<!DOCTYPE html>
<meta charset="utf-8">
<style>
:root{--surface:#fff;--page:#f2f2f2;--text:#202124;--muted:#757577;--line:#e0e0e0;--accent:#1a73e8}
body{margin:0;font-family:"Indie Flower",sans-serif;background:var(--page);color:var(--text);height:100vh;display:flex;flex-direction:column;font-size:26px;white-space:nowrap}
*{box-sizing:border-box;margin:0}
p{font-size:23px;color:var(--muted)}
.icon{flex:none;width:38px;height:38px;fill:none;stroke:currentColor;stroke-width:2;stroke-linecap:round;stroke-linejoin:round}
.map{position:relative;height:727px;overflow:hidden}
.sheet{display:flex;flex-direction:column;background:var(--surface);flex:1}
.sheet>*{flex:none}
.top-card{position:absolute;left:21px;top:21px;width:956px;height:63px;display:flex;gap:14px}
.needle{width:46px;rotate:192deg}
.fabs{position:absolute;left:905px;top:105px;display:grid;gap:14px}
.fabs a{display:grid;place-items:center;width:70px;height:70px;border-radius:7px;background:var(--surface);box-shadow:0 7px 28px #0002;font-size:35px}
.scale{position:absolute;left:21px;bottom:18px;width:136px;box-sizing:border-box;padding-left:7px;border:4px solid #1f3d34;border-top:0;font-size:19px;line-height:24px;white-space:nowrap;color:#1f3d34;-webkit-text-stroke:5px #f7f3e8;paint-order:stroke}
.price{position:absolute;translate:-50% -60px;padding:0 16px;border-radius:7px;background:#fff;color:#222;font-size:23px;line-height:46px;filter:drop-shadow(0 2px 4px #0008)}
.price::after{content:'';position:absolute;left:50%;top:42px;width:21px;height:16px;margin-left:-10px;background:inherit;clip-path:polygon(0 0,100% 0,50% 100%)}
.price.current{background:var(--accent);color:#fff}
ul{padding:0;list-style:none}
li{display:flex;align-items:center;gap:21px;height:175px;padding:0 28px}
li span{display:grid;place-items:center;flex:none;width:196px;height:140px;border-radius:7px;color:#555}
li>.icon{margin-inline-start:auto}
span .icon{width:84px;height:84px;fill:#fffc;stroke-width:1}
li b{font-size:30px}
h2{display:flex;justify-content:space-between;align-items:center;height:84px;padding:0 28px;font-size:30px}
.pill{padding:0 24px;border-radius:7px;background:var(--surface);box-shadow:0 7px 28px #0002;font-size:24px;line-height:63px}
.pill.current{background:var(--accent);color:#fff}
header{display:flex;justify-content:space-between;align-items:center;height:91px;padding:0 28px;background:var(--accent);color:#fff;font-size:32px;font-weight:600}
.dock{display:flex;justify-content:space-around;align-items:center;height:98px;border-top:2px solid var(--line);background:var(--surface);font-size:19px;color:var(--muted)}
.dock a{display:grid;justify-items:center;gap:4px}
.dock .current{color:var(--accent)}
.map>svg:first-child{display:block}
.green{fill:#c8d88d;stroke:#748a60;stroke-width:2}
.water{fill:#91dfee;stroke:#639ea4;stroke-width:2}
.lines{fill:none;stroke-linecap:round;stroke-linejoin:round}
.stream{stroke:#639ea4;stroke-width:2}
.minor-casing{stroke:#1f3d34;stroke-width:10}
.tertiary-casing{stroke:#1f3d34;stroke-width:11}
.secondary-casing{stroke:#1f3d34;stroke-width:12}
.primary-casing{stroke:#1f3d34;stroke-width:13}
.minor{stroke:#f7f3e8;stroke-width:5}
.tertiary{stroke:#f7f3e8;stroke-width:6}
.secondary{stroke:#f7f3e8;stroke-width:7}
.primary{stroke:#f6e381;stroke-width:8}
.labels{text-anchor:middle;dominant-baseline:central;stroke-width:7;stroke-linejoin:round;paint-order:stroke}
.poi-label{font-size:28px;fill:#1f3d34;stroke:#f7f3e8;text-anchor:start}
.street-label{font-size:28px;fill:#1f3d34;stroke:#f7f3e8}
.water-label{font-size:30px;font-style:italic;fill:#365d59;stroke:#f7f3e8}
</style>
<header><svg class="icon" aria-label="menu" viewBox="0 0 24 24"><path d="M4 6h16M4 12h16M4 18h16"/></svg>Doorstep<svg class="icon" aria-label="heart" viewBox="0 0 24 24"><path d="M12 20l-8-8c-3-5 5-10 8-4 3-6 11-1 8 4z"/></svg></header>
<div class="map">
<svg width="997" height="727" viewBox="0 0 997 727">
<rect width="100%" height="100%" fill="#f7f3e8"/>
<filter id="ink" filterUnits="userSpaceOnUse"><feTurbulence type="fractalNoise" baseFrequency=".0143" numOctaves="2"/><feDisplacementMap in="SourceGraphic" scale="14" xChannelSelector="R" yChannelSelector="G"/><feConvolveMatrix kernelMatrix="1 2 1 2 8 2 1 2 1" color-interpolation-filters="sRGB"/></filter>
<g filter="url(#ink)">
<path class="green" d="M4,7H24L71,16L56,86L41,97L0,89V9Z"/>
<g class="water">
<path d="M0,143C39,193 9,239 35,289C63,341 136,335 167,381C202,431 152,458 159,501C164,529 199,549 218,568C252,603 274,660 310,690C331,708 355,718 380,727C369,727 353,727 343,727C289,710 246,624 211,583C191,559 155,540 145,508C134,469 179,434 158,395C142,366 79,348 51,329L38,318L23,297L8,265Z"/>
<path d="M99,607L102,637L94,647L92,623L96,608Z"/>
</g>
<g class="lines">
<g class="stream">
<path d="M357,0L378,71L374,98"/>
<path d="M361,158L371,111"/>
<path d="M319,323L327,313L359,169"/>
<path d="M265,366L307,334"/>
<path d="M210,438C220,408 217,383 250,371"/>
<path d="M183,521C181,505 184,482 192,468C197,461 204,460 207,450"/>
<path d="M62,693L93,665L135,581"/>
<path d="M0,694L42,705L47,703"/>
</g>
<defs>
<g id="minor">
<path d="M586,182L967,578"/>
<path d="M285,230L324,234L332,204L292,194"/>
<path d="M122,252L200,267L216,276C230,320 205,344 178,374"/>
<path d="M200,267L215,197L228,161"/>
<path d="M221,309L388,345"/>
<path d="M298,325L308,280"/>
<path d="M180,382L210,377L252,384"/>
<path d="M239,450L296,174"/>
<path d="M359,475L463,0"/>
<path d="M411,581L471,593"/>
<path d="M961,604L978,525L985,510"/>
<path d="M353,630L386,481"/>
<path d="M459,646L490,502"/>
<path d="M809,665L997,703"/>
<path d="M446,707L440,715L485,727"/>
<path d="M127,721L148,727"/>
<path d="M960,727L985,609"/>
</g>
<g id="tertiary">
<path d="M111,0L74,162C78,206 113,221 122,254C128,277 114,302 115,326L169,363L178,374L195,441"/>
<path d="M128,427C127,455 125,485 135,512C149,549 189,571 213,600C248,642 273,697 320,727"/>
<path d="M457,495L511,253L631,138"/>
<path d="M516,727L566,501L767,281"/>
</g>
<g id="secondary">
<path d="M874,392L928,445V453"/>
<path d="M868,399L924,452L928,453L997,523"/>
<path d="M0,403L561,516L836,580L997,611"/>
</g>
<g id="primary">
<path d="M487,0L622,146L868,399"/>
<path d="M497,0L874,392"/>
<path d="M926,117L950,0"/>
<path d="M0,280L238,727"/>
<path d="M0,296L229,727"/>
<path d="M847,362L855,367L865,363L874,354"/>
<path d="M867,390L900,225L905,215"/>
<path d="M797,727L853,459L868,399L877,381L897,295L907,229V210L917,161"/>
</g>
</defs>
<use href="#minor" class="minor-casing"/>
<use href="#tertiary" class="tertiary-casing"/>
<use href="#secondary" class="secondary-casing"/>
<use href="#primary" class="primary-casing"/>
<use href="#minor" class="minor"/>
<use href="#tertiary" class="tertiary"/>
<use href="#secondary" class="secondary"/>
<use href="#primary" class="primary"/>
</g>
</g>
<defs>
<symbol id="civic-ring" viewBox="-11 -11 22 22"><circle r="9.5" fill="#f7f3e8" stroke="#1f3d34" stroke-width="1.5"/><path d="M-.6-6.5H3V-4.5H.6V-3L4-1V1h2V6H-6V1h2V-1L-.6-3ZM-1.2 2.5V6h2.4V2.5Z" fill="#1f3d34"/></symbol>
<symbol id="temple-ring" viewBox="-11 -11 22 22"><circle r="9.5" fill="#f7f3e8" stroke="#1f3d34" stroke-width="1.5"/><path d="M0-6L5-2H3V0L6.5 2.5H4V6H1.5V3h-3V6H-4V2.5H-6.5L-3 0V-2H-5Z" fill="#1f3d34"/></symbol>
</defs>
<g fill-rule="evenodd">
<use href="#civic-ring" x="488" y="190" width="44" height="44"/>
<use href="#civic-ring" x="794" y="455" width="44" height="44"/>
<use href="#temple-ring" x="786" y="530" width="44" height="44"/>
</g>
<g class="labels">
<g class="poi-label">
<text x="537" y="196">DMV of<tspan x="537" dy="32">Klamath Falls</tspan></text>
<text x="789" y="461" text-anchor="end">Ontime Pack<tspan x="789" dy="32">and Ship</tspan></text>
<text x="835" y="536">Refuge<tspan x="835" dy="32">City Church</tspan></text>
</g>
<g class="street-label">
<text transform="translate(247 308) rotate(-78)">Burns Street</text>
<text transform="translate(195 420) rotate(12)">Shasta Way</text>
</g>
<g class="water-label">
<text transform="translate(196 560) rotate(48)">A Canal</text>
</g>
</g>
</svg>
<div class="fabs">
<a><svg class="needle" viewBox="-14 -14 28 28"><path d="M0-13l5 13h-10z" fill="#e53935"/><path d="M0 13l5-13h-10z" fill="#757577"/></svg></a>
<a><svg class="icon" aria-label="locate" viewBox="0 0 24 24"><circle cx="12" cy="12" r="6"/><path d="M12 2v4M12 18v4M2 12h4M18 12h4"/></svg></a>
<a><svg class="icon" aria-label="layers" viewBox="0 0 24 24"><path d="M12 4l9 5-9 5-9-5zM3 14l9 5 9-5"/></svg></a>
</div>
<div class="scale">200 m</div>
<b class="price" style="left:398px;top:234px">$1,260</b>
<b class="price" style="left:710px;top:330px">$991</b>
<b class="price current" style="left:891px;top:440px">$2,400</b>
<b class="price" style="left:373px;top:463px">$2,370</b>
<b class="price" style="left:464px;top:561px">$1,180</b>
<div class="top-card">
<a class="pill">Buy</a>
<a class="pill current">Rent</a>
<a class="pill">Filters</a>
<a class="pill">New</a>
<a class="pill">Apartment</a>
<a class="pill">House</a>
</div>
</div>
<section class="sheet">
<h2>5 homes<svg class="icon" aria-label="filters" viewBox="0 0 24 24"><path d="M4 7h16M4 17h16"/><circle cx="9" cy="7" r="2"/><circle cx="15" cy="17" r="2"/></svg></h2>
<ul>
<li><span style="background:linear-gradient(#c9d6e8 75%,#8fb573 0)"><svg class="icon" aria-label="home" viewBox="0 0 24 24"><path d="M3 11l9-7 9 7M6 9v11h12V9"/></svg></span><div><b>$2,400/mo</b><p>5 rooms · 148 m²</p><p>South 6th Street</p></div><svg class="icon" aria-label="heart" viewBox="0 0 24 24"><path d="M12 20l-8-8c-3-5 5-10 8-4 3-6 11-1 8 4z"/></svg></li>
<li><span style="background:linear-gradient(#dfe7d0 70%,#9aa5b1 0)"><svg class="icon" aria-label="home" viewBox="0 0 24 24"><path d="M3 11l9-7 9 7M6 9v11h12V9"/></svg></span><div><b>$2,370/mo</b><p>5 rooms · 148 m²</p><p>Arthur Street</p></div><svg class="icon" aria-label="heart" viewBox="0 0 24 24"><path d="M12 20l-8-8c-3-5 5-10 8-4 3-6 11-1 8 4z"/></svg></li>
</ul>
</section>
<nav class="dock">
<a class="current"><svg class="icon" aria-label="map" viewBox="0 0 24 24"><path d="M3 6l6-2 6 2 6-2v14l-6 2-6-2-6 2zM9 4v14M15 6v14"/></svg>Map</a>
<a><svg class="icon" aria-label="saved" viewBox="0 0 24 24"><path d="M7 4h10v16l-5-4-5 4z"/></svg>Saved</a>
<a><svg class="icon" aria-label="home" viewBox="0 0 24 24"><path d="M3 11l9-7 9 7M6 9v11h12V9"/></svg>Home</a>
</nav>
+---+
ABOUT THIS TASK -
Your answer should be one number: how many lines above contain "linecap".

SOLUTION -
2